Heuristic:Apache Flink Bin Packing Complexity Guard
| Knowledge Sources | |
|---|---|
| Domains | Optimization, File_Compaction |
| Last Updated | 2026-02-09 13:00 GMT |
Overview
Performance guard in the file compaction bin packing algorithm that caps the active bin count at 10 to prevent O(n^2) algorithmic complexity.
Description
The `BinPacking.pack()` method in the file compaction pipeline uses a first-fit-decreasing approach to group small files into compaction units that approximate a target file size. For each incoming file, the algorithm scans all open bins to find one with enough remaining capacity. Without a bound on the number of active bins, this linear scan across all bins for every new item creates O(n * m) complexity where n is items and m is bins. In the worst case (many items that don't fit existing bins), this degrades to O(n^2).

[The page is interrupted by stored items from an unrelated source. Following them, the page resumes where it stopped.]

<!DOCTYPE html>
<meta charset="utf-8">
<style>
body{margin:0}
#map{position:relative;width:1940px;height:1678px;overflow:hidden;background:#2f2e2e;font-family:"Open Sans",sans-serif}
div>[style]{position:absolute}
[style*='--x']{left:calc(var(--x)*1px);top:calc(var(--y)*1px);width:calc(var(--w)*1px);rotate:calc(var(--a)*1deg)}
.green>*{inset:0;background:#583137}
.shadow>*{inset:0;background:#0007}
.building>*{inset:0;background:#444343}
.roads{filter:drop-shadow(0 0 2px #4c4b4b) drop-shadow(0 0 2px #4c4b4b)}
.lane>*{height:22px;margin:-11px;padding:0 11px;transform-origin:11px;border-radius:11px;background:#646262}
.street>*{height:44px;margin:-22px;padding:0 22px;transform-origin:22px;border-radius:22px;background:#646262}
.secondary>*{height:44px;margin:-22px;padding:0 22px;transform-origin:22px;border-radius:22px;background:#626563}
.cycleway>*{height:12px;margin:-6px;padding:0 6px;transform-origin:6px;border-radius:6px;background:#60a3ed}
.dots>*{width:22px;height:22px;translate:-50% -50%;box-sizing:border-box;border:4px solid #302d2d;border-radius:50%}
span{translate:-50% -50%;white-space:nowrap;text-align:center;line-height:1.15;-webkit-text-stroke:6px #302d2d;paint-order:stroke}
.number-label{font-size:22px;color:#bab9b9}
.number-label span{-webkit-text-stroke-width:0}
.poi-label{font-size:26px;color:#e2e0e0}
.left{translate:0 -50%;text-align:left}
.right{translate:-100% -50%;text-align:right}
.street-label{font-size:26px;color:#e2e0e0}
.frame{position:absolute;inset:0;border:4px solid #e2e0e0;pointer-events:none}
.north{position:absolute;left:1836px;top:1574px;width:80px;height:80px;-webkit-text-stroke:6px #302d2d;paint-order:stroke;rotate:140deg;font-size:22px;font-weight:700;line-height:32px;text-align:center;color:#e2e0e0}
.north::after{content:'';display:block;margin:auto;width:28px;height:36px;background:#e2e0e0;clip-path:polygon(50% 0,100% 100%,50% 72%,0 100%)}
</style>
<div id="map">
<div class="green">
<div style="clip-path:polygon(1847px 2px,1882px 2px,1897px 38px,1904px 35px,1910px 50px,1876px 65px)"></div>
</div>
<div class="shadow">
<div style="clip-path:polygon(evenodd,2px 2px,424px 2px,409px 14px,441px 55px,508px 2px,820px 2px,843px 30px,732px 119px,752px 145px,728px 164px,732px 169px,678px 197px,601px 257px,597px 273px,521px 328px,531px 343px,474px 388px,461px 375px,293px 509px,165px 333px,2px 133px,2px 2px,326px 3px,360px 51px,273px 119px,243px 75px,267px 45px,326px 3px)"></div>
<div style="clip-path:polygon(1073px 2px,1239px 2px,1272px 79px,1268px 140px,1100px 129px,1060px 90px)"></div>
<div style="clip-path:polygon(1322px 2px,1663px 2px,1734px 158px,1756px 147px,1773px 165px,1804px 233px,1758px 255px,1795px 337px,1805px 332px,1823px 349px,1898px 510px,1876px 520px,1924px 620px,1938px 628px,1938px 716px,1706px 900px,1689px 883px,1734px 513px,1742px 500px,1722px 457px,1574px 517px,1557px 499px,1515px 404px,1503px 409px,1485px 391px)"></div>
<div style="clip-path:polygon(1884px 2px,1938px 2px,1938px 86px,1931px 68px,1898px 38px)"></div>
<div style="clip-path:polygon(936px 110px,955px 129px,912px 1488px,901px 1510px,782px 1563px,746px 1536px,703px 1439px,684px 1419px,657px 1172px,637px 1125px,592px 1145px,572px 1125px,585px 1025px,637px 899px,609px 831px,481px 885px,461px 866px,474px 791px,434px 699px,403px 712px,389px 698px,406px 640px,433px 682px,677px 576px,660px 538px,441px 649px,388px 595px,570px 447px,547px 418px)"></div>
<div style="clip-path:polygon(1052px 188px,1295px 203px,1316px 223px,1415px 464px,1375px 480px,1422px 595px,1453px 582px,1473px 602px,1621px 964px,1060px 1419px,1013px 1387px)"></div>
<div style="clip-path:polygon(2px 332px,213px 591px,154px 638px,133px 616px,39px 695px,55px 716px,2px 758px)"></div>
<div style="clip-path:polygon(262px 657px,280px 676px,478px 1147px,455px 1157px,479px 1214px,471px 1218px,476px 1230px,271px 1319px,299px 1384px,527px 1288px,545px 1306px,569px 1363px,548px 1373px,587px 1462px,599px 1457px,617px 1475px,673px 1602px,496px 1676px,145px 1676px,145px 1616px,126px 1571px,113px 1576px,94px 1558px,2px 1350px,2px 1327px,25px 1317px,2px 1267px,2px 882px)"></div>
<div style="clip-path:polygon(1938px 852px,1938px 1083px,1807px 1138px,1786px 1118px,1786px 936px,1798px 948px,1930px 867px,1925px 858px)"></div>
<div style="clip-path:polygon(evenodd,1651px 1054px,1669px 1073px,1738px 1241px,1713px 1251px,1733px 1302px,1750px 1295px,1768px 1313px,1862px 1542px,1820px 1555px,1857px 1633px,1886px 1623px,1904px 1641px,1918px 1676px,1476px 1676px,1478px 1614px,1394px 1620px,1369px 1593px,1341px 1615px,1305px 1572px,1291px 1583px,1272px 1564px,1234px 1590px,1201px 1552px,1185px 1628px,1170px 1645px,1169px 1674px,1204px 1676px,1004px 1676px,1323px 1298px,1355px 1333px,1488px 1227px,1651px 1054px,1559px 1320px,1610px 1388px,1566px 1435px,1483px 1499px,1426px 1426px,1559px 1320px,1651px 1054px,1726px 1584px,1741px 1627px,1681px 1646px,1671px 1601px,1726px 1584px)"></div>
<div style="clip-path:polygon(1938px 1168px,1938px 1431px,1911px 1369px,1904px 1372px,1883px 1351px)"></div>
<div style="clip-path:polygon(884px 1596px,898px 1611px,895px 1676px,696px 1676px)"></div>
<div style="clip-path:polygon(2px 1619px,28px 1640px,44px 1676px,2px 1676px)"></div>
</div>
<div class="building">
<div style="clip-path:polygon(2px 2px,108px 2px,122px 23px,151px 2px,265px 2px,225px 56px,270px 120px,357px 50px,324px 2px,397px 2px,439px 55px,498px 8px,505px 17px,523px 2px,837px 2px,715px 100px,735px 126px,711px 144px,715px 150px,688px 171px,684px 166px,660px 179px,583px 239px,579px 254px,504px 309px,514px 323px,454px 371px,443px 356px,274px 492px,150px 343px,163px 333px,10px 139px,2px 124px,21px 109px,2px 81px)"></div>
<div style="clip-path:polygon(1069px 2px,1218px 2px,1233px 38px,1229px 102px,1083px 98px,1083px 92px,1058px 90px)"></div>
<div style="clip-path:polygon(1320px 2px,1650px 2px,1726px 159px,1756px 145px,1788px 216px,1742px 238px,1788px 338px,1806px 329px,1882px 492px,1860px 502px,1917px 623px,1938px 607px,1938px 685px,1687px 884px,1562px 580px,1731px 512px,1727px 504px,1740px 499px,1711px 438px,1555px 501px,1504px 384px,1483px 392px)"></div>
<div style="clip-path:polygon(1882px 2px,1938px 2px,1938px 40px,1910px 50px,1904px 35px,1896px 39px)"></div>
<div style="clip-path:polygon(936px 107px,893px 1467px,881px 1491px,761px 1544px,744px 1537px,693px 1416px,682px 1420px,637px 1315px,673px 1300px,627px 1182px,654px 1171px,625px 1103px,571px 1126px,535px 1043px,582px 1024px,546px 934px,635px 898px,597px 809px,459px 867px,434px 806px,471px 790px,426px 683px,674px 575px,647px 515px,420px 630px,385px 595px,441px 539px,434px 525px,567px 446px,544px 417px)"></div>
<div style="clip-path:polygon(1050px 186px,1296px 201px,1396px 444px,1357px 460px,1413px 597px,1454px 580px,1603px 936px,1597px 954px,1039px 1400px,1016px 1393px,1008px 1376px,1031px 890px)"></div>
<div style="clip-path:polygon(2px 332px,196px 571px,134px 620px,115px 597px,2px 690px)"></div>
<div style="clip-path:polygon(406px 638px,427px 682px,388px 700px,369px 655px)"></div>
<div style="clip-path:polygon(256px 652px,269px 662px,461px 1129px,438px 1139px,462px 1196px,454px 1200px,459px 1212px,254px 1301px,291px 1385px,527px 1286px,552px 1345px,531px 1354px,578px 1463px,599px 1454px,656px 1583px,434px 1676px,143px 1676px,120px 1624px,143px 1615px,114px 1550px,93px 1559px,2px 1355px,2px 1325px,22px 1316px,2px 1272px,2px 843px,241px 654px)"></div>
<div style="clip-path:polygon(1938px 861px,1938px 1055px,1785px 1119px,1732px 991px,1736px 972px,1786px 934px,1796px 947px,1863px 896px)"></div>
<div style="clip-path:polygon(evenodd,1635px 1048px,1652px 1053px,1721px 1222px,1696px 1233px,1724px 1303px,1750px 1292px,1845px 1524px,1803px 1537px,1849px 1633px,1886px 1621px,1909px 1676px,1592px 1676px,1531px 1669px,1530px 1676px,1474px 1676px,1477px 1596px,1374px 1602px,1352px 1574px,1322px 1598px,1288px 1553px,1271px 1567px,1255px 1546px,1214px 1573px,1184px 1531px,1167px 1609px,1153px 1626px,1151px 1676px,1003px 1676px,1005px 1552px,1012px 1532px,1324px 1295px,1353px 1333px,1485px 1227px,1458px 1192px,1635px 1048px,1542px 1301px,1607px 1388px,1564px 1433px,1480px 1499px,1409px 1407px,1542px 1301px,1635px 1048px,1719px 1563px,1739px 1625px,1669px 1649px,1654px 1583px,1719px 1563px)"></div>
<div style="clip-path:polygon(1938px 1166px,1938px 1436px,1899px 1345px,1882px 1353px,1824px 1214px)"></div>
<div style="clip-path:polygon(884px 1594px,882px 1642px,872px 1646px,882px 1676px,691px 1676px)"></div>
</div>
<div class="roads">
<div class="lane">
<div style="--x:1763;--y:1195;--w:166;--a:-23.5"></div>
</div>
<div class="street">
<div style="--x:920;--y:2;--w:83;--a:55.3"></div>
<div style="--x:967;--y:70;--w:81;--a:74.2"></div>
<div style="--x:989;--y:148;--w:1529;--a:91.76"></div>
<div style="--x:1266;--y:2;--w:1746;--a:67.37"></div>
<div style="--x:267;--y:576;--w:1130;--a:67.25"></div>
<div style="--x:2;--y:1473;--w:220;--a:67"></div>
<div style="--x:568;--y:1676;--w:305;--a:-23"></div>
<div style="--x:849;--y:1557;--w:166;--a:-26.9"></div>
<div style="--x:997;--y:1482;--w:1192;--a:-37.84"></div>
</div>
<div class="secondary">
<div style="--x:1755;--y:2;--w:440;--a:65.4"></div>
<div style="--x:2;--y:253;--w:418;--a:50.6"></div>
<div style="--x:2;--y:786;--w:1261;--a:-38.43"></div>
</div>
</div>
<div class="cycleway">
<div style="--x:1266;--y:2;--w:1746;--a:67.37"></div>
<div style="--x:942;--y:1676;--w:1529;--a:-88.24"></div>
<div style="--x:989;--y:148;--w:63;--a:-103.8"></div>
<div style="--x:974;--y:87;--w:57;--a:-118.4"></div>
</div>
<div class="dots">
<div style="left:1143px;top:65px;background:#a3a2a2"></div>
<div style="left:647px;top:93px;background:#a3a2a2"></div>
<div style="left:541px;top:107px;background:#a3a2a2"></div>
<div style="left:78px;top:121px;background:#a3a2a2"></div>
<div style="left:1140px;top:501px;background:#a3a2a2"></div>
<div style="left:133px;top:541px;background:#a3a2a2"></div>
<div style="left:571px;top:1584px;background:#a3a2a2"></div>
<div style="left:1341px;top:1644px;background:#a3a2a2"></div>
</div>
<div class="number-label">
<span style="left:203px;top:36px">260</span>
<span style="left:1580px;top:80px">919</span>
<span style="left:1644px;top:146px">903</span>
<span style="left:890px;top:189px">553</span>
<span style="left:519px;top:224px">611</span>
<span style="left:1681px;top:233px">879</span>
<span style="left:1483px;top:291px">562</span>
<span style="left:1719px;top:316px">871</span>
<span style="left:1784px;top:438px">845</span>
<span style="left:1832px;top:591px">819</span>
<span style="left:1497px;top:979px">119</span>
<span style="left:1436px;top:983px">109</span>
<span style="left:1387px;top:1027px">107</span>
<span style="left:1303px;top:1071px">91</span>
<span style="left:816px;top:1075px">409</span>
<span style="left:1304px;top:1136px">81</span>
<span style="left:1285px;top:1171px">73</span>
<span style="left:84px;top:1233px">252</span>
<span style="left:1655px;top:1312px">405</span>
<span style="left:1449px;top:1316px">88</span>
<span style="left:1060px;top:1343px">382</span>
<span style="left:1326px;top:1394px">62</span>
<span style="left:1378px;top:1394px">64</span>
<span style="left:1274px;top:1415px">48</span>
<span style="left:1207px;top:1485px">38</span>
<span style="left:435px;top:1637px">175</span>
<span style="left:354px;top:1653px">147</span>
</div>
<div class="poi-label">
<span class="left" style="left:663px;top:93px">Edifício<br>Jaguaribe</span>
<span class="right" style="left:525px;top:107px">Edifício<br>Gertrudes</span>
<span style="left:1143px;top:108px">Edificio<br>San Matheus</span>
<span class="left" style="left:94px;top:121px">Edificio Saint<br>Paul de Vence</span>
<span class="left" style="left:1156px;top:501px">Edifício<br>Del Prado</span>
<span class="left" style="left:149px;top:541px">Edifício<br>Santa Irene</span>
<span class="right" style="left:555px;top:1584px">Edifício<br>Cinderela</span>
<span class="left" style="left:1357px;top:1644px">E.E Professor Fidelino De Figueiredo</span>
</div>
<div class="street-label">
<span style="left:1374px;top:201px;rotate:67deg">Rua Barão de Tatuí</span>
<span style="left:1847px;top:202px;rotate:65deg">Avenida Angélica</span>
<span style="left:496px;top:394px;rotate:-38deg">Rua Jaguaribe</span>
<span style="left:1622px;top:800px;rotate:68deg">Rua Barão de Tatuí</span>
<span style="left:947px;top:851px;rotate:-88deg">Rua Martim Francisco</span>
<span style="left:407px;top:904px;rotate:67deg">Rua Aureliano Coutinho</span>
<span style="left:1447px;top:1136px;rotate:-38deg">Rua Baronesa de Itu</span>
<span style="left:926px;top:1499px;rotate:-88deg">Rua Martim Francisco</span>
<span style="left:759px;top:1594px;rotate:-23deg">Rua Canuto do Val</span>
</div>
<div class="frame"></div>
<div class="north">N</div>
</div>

The heuristic caps the number of active bins at 10. When the bin count exceeds 10, the oldest bin is immediately committed (removed from the active set and added to the output), regardless of whether it is optimally packed. This guarantees constant-time bin searching per item in steady state.
Usage
This heuristic applies automatically within the file compaction pipeline whenever `FileCompactStrategy` triggers compaction and files need to be grouped into compaction requests. It is relevant when the number of small files per bucket is large (e.g., high-frequency checkpointing produces many small part files).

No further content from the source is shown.